Minimizing loans as much as possible will make the overall cost of education palatable, but for candidates pursuing a career in psychology, it is difficult to get through undergraduate and postgraduate work without taking at least some loan-based assistance.
According to Peterson’s, the average cost of a master’s degree depends greatly on the program, type of school, and the student’s status as an in-state or out-of-state resident. On average, the site notes, public university postgraduates pay $30,000 annually while private university postgrads pay $40,000 annually. If a master’s degree takes two years to complete, that can range anywhere from $60,000-$80,000 per year, and psychology majors hoping to work in the field will need to go beyond that.

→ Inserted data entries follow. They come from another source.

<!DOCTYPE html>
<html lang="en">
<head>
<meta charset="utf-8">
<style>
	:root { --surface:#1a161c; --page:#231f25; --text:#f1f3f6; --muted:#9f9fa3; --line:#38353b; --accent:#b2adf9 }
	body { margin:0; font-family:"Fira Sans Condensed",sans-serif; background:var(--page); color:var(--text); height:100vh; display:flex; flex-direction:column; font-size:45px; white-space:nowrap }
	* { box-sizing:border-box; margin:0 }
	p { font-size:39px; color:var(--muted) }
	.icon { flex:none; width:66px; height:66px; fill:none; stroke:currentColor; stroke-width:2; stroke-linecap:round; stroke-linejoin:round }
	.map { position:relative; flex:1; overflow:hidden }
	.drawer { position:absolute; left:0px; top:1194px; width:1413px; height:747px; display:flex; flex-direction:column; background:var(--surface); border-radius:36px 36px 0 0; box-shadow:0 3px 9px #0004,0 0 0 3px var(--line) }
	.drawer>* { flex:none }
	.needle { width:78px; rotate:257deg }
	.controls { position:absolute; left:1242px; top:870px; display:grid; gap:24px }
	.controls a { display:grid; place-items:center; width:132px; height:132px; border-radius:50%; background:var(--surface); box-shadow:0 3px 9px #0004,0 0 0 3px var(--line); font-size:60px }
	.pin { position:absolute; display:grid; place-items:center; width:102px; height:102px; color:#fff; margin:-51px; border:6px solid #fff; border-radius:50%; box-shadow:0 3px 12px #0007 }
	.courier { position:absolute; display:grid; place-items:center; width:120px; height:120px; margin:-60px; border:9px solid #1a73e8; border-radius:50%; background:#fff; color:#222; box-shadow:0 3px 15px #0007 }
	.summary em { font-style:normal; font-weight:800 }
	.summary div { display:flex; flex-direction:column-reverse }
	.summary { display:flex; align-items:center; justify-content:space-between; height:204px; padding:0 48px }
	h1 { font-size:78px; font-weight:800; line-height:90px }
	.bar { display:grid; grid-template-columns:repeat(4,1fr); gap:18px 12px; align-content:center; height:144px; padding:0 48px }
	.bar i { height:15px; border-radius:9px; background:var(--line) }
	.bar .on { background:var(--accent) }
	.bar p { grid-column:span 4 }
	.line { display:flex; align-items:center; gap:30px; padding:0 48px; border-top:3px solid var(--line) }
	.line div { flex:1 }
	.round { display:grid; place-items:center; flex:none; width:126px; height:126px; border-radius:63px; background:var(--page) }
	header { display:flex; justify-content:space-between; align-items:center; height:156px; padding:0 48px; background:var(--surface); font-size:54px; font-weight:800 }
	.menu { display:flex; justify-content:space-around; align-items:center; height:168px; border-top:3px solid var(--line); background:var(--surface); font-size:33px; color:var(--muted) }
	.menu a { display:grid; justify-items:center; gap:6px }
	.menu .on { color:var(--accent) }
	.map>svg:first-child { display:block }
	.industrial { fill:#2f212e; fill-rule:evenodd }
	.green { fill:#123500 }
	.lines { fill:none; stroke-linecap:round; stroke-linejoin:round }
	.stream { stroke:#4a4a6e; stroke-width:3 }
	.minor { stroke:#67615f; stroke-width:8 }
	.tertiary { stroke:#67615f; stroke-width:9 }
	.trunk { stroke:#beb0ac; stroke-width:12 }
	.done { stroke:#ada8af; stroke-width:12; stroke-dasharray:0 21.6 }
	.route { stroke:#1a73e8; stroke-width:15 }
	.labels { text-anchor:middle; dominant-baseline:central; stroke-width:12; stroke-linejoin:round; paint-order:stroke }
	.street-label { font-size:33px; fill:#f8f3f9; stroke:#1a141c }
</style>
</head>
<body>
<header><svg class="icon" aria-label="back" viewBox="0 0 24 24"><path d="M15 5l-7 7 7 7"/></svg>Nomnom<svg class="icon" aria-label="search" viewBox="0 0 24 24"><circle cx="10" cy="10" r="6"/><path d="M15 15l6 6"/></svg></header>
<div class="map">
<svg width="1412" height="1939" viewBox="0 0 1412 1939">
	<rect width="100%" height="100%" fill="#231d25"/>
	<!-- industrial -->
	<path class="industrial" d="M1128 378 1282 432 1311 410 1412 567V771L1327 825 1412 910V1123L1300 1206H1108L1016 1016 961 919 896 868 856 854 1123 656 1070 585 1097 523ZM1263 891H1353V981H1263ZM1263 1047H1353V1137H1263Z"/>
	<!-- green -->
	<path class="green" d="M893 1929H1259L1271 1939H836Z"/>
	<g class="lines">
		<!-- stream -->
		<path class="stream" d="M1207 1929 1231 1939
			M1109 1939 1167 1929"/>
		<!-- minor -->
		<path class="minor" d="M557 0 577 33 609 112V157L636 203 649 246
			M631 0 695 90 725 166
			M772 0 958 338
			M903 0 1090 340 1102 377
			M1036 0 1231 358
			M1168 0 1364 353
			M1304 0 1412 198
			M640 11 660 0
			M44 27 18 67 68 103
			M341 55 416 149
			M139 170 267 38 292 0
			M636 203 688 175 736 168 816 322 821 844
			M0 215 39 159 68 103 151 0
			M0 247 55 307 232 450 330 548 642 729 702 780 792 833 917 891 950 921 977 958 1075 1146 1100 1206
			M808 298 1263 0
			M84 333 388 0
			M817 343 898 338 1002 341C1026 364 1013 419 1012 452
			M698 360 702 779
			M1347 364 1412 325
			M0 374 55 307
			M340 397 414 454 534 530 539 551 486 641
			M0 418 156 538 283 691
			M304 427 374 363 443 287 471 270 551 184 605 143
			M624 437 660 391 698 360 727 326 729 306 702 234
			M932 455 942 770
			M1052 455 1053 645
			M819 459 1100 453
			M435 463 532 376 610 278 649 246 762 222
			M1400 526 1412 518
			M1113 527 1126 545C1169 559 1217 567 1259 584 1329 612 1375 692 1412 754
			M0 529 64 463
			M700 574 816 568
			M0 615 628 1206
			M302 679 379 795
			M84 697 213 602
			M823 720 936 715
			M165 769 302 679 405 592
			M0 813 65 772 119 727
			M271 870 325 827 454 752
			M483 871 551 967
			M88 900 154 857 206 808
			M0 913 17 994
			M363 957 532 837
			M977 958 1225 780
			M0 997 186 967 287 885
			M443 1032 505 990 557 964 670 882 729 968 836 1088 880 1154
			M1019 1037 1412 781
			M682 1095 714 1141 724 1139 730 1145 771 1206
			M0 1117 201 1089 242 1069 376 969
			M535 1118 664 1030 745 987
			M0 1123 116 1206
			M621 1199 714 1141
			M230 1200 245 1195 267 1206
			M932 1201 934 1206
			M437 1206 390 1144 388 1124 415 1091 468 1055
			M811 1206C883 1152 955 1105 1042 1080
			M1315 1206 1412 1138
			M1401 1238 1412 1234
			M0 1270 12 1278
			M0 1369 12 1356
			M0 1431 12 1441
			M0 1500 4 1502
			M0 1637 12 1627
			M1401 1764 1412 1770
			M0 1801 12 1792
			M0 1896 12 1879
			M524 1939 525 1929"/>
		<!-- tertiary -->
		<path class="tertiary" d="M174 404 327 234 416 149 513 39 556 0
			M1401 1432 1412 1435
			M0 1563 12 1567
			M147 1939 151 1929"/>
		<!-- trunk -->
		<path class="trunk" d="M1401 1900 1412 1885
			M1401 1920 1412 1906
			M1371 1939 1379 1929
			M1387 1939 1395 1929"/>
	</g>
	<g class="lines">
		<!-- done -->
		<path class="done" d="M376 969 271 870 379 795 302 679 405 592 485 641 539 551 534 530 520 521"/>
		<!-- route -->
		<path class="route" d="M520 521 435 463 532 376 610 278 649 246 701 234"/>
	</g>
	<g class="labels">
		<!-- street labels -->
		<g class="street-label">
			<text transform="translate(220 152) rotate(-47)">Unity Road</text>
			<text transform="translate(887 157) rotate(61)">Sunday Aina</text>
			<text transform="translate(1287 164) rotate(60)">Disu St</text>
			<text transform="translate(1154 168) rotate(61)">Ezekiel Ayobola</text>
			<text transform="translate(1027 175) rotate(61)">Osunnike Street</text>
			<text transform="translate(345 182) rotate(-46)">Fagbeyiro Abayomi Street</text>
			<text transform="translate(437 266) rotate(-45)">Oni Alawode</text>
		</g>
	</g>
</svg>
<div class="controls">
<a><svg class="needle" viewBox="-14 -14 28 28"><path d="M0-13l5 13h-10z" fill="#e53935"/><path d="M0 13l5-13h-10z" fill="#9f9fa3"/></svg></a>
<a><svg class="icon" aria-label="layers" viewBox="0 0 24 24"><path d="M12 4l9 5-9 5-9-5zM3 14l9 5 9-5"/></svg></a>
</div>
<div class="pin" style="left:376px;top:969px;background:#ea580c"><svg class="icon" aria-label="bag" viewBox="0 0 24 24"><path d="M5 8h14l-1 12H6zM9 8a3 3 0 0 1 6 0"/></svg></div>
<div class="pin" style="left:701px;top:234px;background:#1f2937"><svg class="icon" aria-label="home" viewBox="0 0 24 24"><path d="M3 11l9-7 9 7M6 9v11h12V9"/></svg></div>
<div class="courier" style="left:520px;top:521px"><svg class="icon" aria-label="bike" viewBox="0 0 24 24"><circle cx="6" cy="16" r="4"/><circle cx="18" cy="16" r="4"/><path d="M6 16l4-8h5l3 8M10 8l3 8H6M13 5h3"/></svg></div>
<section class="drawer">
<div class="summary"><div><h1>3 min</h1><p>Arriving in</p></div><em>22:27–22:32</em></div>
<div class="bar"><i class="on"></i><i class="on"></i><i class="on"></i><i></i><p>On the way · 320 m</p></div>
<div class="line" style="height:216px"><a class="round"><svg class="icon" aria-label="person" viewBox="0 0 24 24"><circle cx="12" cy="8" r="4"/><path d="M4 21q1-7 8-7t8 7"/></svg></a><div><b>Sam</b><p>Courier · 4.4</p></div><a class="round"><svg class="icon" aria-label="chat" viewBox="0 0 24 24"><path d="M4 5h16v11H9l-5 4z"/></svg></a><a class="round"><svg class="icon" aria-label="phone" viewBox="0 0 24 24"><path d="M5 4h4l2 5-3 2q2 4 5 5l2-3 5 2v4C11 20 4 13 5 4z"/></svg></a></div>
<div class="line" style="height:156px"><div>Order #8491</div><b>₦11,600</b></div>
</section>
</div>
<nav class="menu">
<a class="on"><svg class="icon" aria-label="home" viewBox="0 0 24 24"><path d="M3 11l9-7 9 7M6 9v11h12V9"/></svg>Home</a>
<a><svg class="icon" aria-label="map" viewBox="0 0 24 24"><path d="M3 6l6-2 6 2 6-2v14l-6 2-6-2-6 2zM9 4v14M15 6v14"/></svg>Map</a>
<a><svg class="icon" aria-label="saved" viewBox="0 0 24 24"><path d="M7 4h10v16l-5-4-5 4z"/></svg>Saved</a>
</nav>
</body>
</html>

A doctoral degree, according to the National Center for Education Statistics (NCES), runs a net of around $23,200 annually at public institutions and $35,800 annually at private schools. This is tuition and fees only and does not account for books, meals, living arrangements, etc. With the average program taking five years to complete, that is a cost of potentially $116,000-$179,000 per year in addition to undergraduate costs and the cost of a master’s degree.
To go further with the math, let’s use the example of a student who starts out at community college. He completes his general education requirements before transferring to an in-state public college or university and finishing his bachelor’s degree. Under this scenario, the student has already accrued $25,000 in tuition and fees. Add another two years at a public university ($60,000) to finish his master’s degree. Once his doctoral degree is finished — assuming he is able to keep his net costs low for the five-year period, he would owe around $201,000.
Looking at 2013, Debt.org found that $5,750 per student in “gift aid from all sources” was awarded to full-time undergraduates at public colleges and universities. Full-time undergraduates at private, nonprofit schools received an average of $15,680 per student. Using the student in our example above, he could have theoretically escaped with an undergraduate degree only $2,000 in debt. That would drop the total cost of his education to $178,000.
For postgraduates, scholarships like these at the American Psychological Association (APA) can pay as much as $5,000 annually, and one is not limited in the number of applications they can make to these and other gift aid opportunities.